Boston Lightship/LV-118 anchored on station, 1962-72, 6-1/4 miles east-southeast of Boston Light.
Upon decommissioning by the U.S. Coast Guard, she was donated to the Lewes Historical Society (presently owned by the Overfalls Foundation) and renamed OVERFALLS, because Overfalls Lightship Station was the closest to Lewes. The community of Lewes, in conjunction with the Overfalls Foundation, takes great pride in their lightship museum and beautiful maritime park, built around the historic lightship.

Boston Lightship/WLV-189 weighing anchor for the last time as a commissioned USCG lightship, 1975. The Large Navigational Buoy (LNB) anchored in the foreground, was the new replacement for lightships as they were phased out. LNB's buoy stations were identified with a single alphabet font or acronym (i.e., "B" for Boston, "SF" for San Francisco, etc.). Introduced in 1967, LNBs were moored in open water at approaches to certain major seacoast ports and monitored from shore stations by radio signals. These 40-foot diameter buoys displayed lights from heights of about 36 feet above the water. Emergency lights automatically energized if the main light was extinguished. Some of these buoys may also have had a radio beacon and sound signals. LNBs were eventually phased out and replaced with smaller, more conventional navigational buoys, still maintained by the USCG.
Next in line was Boston Lightship/WLV-189, assigned to Boston Lightship Station in 1972 until the station was discontinued in 1975. Upon decommissioning, WLV-189 was transferred to Atlantic City, NJ, to be converted to a lightship/maritime museum. However, Boston/WLV-189 was accidentally hit by another vessel and suffered substantial damage. The cost to repair Boston's last lightship was going to be too expensive for its new owners to fund. As a result, a decision was made to sink the 189 off the New Jersey coast as an artificial reef in 1994. So now, at least the underwater sea creatures and SCUBA divers are enjoying Boston's last lightship.
Boston Lightship/WLV-189, as the retired lightship is scuttled off the coast of Atlantic City, NJ, to serve as an artificial reef. May she rest in peace. 

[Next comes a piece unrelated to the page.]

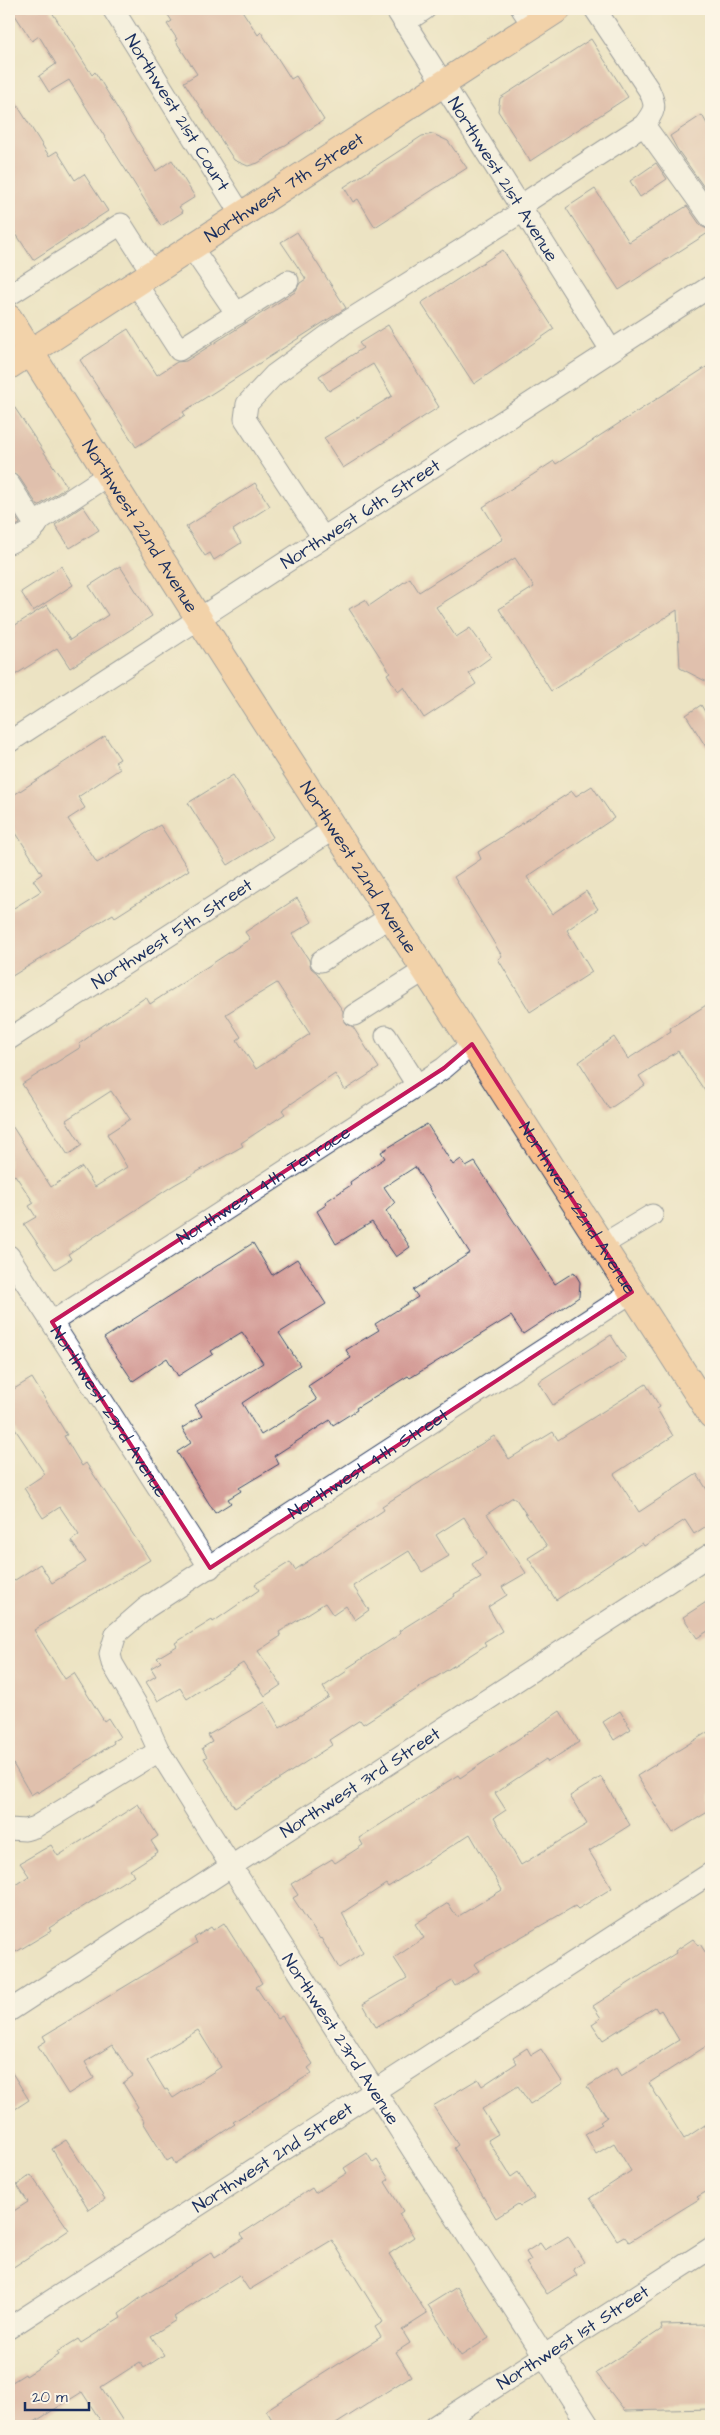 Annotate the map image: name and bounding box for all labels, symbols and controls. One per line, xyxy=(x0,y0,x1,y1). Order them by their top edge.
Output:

Boston Lightship Station (1894-1975) and Nantucket Shoals Lightship Station (1854-1983), were administered by the former U.S. Lighthouse Board and U.S. Light House Service, Second District, and the present USCG, First District, headquartered in Boston. Therefore, that is why the Nantucket's original and present homeport is Boston. Also, LV-112 was previously serviced/dry-docked at the Bethlehem Atlantic Works shipyard in East Boston, now Boston Harbor Shipyard & Marina (BHS&M), while a commissioned USCG lightship. LV-112's present homeport berth is on the East Boston waterfront at the BHS&M.

Nantucket/LV-106 in dry-dock at the Bethlehem Atlantic Works in East Boston, 1928. Photo: Leslie Jones Collection
Former Boston Lightship/WLV-189 crewmember (1973-74) Bruce Kimball, a native of the Greater Boston area, recently visited LV-112 and shared his memories of his USCG service on Boston Lightship. During Bruce's four years in the USCG, he also was assigned to other USCG cutters, including the buoy tender, USCGC Spar WLB-403 . Also, based in Boston during her career, the Spar was a built in 1944, decommissioned in 1997 and sunk as an artificial reef off Morehead, NC, in 2004. She was built as a seagoing buoy tender, served during WWII and had a very distinguished and decorated career in the USCG. These types of vessels also serviced lightships on station
There apparently was little interest in operating the former historic " BOSTON" lightships as maritime museums. Instead, through the efforts of the U.S. Lightship Museum and the support of the BHS&M and East Boston Foundation, Boston Harbor is now graced with "the Queen of all lightships," as stated by Bernie Webber (hero of the "Finest Hours," which recounts the famous 1952 SS Pendleton rescue) in his book, "Lightships Lighthouses & Lifeboat Stations." Also nicknamed the "Statue of Liberty of the Sea,"  LV-112 is a National Historic Landmark and designated National Treasure by the National Trust for Historic Preservation. During her 39-year career, the only years that LV-112 did not serve on Nantucket Shoals Station were 1942-45 (WWII examination vessel:  USS Nantucket). Actually, Nantucket/LV-112 did temporarily serve on Boston Lightship Station, among other New England lightship stations, as a RELIEF lightship (1958-60).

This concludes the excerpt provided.